In fact, here was the world’s most expensive footballer (deposed) welcoming his successor as a team-mate. Now, pictures speak a thousand words but, frankly, stuff that. We really need to know what Cristiano Ronaldo and Gareth Bale were saying to each other.
Bale’s warm smile could be interpreted thus: “I’m only here to play. You’ve still got the biggest vanity valise round these parts.” Ronaldo, a bit more inscrutable, could be saying: “Darn right, kemosabe, by the way.” Or maybe: “I see you’re going with a combo of David Beckham pompadour and my pointy-pointy sidelappers from season 2007-08 – do you really think that look will catch on?” More seriously, it could be: “What’s in your ponce pouch? Let’s hope it’s the European Cup.”

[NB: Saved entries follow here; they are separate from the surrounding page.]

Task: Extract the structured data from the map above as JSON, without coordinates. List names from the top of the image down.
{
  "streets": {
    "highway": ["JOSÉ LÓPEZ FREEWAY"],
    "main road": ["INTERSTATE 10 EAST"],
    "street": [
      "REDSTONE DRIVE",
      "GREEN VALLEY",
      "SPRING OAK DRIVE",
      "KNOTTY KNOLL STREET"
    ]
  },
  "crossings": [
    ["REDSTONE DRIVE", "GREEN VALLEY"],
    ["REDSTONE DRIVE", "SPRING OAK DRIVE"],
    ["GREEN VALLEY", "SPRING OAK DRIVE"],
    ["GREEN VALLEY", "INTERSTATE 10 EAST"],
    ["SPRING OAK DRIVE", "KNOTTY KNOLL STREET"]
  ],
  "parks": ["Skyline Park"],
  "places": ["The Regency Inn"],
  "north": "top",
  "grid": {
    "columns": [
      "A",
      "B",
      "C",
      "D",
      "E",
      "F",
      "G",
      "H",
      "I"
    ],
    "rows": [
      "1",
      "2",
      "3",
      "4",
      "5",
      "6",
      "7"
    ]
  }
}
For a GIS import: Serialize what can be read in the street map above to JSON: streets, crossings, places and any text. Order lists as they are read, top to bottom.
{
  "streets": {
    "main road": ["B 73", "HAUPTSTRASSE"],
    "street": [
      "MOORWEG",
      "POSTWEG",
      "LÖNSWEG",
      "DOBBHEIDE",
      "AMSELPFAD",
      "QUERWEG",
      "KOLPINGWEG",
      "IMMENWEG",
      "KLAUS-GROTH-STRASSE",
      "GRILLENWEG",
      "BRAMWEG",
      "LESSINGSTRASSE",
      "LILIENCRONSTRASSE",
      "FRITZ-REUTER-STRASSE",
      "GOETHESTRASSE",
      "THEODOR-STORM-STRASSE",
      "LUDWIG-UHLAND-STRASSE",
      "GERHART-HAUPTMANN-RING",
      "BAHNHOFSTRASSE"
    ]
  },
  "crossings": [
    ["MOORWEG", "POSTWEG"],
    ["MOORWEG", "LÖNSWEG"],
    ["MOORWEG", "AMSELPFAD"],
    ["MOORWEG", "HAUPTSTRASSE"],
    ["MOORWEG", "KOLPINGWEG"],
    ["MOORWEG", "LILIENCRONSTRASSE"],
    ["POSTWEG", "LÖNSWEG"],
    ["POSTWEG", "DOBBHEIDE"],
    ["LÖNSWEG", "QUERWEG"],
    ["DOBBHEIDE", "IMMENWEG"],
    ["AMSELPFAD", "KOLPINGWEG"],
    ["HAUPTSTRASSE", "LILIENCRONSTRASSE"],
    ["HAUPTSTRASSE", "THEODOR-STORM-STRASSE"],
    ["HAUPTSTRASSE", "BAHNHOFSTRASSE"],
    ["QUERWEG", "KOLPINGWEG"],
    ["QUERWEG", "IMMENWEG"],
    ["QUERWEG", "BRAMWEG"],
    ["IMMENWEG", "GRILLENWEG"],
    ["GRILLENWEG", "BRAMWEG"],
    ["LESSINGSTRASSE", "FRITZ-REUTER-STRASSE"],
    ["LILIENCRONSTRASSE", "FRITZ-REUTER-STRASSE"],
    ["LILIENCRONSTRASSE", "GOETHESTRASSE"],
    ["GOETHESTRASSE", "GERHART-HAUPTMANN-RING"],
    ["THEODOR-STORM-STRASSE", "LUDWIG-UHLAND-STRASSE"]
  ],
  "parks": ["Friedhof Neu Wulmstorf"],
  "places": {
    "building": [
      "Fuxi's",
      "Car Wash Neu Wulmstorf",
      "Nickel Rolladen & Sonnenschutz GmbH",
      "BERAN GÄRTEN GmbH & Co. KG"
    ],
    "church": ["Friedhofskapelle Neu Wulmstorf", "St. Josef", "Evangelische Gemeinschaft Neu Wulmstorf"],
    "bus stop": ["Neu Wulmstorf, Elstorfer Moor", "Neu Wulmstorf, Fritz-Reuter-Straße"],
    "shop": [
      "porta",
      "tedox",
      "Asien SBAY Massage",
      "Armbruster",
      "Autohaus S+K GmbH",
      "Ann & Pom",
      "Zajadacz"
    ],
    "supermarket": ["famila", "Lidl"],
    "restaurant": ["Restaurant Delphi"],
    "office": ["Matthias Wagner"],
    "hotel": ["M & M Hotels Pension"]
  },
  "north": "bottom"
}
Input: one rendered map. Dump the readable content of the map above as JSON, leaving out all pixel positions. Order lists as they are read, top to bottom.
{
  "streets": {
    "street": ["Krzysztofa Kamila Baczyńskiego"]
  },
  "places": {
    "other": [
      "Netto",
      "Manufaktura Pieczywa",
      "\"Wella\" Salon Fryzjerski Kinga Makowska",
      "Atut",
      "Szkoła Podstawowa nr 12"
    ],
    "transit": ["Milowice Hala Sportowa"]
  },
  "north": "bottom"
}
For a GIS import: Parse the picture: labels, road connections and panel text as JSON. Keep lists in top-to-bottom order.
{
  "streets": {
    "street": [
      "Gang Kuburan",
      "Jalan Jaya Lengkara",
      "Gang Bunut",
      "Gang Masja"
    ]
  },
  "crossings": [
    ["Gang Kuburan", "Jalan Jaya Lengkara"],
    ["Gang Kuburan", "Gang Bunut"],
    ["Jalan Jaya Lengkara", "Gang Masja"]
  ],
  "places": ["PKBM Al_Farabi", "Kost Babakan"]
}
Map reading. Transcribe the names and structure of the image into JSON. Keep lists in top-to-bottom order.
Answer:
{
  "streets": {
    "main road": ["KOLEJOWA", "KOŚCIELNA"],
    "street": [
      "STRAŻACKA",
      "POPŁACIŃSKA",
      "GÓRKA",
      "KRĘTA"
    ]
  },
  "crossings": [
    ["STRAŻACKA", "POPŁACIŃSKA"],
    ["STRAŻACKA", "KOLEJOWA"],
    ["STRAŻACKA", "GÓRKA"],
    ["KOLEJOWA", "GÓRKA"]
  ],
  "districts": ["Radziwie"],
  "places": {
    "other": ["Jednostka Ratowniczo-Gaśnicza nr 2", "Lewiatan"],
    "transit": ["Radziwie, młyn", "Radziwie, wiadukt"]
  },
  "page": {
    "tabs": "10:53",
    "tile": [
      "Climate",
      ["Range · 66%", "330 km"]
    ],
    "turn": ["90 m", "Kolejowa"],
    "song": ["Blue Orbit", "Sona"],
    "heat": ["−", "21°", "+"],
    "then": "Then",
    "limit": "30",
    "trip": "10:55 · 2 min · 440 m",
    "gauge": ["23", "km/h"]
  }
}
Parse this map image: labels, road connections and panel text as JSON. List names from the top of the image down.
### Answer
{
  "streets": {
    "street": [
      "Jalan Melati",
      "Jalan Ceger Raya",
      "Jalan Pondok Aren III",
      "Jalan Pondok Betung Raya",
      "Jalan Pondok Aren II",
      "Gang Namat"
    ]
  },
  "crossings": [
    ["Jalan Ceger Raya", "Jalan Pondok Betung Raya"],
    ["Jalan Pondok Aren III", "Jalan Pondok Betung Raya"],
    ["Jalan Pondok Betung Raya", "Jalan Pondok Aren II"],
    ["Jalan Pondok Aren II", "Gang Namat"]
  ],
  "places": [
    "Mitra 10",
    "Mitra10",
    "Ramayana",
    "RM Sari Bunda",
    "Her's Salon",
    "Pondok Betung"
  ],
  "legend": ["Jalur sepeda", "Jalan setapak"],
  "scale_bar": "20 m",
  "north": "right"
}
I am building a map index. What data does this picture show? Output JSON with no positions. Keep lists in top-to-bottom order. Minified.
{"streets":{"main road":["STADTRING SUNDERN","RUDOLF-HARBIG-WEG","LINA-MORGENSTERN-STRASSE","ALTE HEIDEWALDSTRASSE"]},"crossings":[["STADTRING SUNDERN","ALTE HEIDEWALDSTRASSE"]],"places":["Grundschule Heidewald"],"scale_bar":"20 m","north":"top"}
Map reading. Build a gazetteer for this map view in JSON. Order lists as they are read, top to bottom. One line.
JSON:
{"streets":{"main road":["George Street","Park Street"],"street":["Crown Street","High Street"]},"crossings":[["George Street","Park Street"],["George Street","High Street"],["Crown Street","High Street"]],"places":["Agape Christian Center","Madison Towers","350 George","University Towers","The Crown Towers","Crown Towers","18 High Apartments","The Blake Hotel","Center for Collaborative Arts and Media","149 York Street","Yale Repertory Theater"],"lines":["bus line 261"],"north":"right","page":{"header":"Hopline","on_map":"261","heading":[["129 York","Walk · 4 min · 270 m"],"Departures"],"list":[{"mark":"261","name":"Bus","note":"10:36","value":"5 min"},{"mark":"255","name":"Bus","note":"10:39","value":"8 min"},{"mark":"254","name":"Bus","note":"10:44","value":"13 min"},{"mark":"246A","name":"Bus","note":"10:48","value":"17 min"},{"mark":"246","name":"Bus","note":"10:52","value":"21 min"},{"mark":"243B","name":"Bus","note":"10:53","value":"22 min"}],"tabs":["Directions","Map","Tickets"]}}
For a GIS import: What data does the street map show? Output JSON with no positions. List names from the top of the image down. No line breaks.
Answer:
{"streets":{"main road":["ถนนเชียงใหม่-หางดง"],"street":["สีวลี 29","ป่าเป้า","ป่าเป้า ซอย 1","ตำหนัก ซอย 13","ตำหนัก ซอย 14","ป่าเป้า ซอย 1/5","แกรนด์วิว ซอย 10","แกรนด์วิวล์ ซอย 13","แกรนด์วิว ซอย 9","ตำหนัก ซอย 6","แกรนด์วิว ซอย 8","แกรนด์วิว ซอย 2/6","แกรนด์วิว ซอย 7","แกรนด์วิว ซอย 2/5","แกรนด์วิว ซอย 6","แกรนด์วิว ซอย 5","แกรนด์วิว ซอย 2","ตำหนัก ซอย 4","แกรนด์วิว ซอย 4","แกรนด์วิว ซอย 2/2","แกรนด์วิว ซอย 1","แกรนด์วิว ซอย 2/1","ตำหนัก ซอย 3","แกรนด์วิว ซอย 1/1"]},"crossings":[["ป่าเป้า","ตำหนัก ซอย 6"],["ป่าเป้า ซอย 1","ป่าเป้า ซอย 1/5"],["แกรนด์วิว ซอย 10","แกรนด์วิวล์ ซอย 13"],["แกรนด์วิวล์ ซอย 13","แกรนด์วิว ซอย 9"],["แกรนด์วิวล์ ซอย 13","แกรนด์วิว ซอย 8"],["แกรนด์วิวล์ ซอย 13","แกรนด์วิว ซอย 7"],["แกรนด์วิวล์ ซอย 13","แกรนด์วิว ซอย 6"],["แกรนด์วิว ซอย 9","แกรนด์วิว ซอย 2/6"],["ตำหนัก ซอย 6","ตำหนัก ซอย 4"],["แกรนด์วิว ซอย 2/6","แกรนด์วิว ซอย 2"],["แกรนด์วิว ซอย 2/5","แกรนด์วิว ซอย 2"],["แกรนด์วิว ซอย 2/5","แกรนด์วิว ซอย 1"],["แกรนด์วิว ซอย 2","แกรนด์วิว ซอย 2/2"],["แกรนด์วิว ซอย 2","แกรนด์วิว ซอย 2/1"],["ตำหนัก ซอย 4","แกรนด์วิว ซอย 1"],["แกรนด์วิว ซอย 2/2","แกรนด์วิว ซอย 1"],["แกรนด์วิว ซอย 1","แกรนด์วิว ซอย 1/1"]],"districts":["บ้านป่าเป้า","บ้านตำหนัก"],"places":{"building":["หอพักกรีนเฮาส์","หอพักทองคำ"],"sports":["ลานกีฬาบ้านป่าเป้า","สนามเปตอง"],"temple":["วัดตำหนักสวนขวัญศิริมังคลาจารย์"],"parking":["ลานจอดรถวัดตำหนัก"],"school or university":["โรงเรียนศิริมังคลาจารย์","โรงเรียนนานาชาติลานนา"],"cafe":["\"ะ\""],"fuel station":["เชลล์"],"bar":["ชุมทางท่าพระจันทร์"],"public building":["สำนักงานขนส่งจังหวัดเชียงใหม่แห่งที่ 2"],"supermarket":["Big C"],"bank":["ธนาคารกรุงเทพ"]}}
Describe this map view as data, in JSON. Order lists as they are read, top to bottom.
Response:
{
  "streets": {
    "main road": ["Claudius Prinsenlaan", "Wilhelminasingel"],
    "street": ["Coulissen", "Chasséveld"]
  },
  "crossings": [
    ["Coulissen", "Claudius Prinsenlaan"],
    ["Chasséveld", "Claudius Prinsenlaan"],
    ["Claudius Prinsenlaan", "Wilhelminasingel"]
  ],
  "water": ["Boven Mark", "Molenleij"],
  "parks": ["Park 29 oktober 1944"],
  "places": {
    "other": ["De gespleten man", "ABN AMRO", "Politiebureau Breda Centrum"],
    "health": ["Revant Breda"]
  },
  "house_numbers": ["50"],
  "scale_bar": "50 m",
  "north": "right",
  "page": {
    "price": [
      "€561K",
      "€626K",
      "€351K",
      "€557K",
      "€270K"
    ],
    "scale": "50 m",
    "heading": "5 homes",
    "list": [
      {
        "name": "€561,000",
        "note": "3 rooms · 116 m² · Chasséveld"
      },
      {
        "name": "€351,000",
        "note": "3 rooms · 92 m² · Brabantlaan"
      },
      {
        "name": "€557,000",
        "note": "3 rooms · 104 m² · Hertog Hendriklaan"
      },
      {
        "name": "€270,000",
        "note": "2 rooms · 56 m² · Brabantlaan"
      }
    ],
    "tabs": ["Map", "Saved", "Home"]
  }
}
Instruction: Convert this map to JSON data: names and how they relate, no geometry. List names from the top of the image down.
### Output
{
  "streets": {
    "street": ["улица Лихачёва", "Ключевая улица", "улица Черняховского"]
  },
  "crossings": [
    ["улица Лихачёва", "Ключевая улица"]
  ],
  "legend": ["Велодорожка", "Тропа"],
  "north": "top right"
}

What, literally? He’s folded it up much like Hibs’ Willie Hamilton is supposed to have bent a silver salver in half to fit his tiny holdall after scoring seven goals in a pre-season game in Ottawa? Not quite, but if Bale doesn’t deliver the Champions League to Real Madrid what’s the point of his £85 million move?
The Champions League starts this week and Real have to win it. They always think they should but these days rarely do.
Jose Mourinho, the tournament specialist, was hired to re-establish that divine right but the best he could manage was two semi-finals.
Now they’re going for broke with the two costliest players in history. But that is precisely why they’ll fail again.
The signing of Bale is a partial return to the decadence of the “Galacticos” era when the club acquired too many of the same kind of superstar.
Bale offers nothing that Ronaldo cannot do (and less if you factor in the latter’s superior heading). Doubts remain about Bale’s mental fortitude for what is the most political dressing room in football and this may have to be a transitional season for him. It’s amazing that you can cost £85m and still qualify for one of those, but there you go.
It is properly balanced teams who tend to win the Champions League rather than lopsided ones. Some would doubtless contend that Bayern Munich last season were almost boring in their balance but these people should remember what went before, the style of play that Bayern vanquished – Chelsea’s.
When John Terry got out of his suit and lifted the trophy there was a suspicion this anti-football might catch on and become the method du jour. Mercifully, it didn’t.
Bayern’s triumph was great for the Champions League. Great, too, for Arjen Robben, a player both Chelsea and Real reckoned they could do without.
But, arguably, Borussia Dortmund’s march to Wembley was more significant and more welcome. It broke up what was threatening to become a private party for the so-called elite clubs in which the big cup would be shared among them.
It encouraged the belief that, just as Monaco, Bayer Leverkusen and Lyon had done previously, unfancied teams could make a big mark on the tournament. And it gave the competition a new post-match voice – one unfamiliar with the smooth certainties of the CL establishment – and a hugely charismatic personality in coach Jurgen Klopp.
Last season Dortmund were the team of the tournament’s first phase, something it really needed, because the group stages had become awfully predictable. Chelsea and Valencia weren’t actually drawn together four seasons in a row, it only seemed that way.
Seeding and the competition’s expanded size have made qualification fairly routine for the elite. Real and Manchester City were expected to progress from their group but Dortmund won it and Mourinho – for all his tactical nous and, if that doesn’t work, borderline thuggery – failed again to overcome the Germans in the semis.
So who can be this season’s Dortmund?
Theirs was a tough group last time out but, for Celtic, starting in Milan on Wednesday is tougher still.
Scott Brown has been on great form for Scotland recently, both in the pre-match wind-ups and out on the pitch. It would be great to think he might have something in his toilet bag with which to shock Europe’s big boys.